Mas isso, em última análise, ainda não é tudo. A letra se realiza na canção, mas a canção só se realiza plenamente quando interpretada, isto é, quando cantada e ouvida. Ora, como Luiz Tatit mostra em seu belíssimo livro "O Cancionista", "no mundo dos cancionistas não importa tanto o que é dito, mas a maneira de o dizer, e a maneira é essencialmente melódica". Será sem dúvida por isso que podemos perfeitamente apreciar cantores a cantar canções em línguas que não entendemos. E Tatit observa que, para João Gilberto, por exemplo, "o texto ideal é levemente dessemantizado, quase um pretexto para se percorrer os contornos melódicos dizendo alguma coisa (afinal, a voz, por ser voz, deve sempre dizer alguma coisa)". Em suma, uma boa letra de canção não é necessariamente um bom poema.

A resposta para a segunda pergunta, por outro lado -isto é, se uma letra de canção é possivelmente um bom poema- é evidentemente positiva. Os poemas líricos da Grécia antiga e dos provençais eram letras de canções. Perderam-se as músicas que os acompanhavam, de modo que só os conhecemos na forma escrita. Ora, muitos deles são considerados grandes poemas; alguns são enumerados entre os maiores que já foram feitos. Além disso, nada impede que um bom poema, quando musicado, se torne uma boa letra de canção.

Para dizer a verdade, o que nos intriga hoje é que haja tantos grandes poemas entre as letras gregas e provençais e tão poucos entre as modernas. Entretanto, a leitura do livro "Letra Só", de Caetano Veloso -que contém tantos grandes poemas que são também letras de canções-, fez-me pensar melhor sobre essa questão. Para o punhado de poemas de Safo, por exemplo, que nos chegaram, dentre os quais meia dúzia de obras-primas, quantos milhares de letras de canções não tiveram que ser escritos e esquecidos na Grécia antiga?


Realmente, uma eterna discussão. Particularmente, acho que o suporte do papel - e cada vez mais, o da tela - é o que mais enriquece a poesia. Quando lemos um poema, em silêncio ou em voz alta, não são mais as palavras do poeta que estamos lendo: elas já são as nossas palavras, já entraram em nossas mentes, beberam dos nossos sentimentos e quando saem de nós, estão impregnadas deles, sem volta.

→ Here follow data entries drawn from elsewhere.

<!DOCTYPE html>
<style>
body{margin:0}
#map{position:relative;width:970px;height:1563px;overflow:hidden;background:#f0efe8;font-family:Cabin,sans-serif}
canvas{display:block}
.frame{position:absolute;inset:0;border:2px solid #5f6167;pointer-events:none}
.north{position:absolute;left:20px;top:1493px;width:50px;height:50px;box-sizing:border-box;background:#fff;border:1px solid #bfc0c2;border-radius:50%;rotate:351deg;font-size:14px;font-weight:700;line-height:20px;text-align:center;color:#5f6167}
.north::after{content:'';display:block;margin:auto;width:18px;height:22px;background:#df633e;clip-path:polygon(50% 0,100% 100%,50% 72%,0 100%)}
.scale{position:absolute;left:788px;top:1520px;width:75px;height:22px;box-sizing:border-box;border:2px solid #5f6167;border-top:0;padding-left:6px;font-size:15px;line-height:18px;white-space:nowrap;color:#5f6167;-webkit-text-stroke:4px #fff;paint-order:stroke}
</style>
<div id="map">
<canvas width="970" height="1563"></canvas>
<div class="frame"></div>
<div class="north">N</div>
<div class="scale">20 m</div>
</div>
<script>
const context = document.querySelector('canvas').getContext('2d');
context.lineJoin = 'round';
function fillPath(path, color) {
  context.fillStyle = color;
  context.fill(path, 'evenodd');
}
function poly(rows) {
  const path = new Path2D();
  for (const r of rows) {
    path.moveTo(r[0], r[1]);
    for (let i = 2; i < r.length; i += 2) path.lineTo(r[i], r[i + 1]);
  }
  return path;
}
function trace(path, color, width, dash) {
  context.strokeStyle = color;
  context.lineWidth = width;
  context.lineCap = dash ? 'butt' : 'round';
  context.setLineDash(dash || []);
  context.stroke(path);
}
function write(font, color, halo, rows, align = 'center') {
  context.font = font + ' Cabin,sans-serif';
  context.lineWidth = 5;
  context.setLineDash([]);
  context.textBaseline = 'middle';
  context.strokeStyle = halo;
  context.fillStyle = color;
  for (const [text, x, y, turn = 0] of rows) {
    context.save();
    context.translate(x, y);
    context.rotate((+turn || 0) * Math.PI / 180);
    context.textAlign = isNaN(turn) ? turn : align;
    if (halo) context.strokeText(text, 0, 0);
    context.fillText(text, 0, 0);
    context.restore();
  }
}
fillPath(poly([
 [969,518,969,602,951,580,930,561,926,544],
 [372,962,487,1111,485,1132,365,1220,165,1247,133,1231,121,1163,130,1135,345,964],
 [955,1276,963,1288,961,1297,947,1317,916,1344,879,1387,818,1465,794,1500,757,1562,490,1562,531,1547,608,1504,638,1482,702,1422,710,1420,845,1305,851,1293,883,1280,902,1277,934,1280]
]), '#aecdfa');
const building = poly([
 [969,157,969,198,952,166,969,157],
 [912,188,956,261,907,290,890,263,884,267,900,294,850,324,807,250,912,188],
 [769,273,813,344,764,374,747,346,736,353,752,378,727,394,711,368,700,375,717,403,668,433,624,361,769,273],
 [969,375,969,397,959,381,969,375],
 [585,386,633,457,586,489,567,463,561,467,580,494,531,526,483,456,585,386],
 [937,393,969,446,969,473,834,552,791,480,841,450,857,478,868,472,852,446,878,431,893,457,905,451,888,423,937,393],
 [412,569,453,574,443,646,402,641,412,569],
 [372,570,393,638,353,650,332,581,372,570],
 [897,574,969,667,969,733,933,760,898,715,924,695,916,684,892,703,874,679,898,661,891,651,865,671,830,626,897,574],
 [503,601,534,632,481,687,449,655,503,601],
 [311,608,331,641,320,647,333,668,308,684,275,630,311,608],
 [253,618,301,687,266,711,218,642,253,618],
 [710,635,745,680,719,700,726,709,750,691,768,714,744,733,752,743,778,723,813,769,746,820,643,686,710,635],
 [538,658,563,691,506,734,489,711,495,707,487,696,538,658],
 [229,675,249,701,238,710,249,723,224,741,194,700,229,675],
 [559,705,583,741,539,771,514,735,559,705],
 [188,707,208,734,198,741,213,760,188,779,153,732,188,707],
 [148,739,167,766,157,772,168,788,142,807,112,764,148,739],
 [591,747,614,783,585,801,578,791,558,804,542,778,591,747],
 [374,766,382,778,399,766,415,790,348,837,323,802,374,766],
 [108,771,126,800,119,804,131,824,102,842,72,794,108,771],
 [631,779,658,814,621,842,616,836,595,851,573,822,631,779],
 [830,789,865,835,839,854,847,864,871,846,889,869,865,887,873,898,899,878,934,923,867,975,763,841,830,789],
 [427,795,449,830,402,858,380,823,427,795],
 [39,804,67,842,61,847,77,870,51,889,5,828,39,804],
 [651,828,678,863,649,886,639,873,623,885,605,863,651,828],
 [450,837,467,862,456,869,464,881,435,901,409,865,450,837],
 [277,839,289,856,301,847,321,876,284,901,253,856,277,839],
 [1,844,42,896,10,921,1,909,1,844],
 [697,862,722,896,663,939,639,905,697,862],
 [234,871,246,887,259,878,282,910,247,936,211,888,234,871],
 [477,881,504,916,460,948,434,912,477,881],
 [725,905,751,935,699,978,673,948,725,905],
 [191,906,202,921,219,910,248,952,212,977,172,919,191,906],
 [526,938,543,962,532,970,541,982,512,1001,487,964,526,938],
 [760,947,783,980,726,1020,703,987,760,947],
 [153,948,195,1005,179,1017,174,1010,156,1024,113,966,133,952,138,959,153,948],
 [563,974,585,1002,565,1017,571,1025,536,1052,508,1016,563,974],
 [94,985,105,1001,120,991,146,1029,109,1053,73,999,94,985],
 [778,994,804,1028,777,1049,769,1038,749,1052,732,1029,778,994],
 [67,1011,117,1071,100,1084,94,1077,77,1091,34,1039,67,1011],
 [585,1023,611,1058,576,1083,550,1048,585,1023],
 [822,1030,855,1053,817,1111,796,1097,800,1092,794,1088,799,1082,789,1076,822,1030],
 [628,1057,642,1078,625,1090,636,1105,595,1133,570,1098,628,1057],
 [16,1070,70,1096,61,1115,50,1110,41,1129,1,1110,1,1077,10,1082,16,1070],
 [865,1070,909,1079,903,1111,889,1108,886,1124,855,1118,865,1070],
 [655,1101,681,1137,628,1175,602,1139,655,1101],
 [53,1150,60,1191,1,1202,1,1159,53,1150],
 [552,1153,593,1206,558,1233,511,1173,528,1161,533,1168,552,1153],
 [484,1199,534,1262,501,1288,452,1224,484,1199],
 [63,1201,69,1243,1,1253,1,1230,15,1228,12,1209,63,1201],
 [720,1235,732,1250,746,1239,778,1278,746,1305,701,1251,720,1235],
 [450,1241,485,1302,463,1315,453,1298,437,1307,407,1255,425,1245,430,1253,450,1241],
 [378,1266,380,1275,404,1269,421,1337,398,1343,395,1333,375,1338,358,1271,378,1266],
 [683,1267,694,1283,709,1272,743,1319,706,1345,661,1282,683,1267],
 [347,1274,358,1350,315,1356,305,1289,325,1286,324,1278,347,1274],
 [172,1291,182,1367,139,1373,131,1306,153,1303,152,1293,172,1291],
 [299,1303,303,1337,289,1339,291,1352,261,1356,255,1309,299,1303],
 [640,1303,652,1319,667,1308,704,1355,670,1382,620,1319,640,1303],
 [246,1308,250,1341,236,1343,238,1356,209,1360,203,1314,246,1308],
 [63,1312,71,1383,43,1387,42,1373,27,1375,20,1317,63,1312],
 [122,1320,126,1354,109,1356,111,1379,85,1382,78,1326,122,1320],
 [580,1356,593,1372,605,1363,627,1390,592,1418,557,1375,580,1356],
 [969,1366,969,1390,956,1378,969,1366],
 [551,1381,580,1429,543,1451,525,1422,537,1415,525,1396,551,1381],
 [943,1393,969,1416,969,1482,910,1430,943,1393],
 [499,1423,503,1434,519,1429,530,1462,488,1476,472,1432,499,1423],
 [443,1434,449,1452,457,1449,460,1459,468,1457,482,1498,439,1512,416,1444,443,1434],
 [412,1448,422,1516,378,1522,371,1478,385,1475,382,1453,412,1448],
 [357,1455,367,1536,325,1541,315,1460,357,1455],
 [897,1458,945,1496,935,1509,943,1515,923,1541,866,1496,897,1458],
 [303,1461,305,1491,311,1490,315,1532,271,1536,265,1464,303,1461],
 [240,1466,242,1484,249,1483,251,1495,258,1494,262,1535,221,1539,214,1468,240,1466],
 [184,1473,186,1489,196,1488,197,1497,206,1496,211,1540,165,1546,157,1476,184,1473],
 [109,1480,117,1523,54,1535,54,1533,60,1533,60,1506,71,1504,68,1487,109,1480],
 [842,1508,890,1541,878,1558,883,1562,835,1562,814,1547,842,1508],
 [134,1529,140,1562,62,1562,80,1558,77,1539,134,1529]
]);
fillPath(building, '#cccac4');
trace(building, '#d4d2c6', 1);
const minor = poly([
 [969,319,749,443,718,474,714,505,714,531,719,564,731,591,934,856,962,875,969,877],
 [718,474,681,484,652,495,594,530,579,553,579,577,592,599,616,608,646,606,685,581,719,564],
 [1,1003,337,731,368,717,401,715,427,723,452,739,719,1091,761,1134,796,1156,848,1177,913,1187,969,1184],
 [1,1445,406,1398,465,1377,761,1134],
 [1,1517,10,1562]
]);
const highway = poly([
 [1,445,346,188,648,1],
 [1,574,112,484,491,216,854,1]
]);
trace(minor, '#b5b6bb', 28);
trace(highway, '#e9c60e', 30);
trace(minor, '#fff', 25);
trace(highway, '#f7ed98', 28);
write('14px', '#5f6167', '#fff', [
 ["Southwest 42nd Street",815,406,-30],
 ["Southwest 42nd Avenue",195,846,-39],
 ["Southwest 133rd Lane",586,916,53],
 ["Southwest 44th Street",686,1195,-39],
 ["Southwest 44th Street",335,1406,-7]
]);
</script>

O mesmo poema é um poema diferente, dependendo de quem o lê e de quem o ouve. Essa é a verdadeira riqueza da poesia.

[Enquanto escrevia este post e lia um poema do Antonio Cícero, lembrei-me do jogo do Brasil e Argentina. Ligo a tevê e o Brasil já marcou um gol: inacreditável. O goleiro Doni acaba de fazer uma defesa espetacular. Constato que são coisas absolutamente incompatíveis: jogo contra a Argentina e poesia. Vamos ao jogo, então.]

domingo, 8 de julho de 2007

caçando poemas na Paulista





Praia de paulistano é a Av. Paulista.
Sexta à noite, calor temporão de inverno, onde ir? Pra quem vive pensando - entre outras coisas tão boas quanto - em livros, a 'passadinha' na nova Livraria Cultura é programa obrigatório. E depois, quem sabe, um café ou uma cerveja na Augusta, que pseudo-intelectuais também sentem outras sedes.

Não resisti e comprei mais um livro de poesia: é difícil sair ilesa daquele mundo de tentações literárias. Há muito estava me devendo o "Toda Poesia", de Ferreira Gullar. Tá, já tenho três livros dele, duas antologias e o "Dentro da Noite Veloz". Mas não tinha "Toda Poesia", oras. E estava precisando dele, terrivelmente.

Procuro poemas o tempo todo. É quase um vício.
Pra quê? Não sei ainda. Talvez seja simples pretensão, como dito nas palavras de Ferreira Gullar:

Pretendo que a poesia tenha a virtude de, em meio ao sofrimento e o desamparo, acender uma luz qualquer, uma luz que não nos é dada, que não desce dos céus mas que nasce das mãos e do espírito dos homens.

Ou, pura ambição, como nos versos de Leminski:

vai vir o dia
quando tudo que eu diga
seja poesia

E vou parando por aqui: quero caçar mais uns poemas hoje.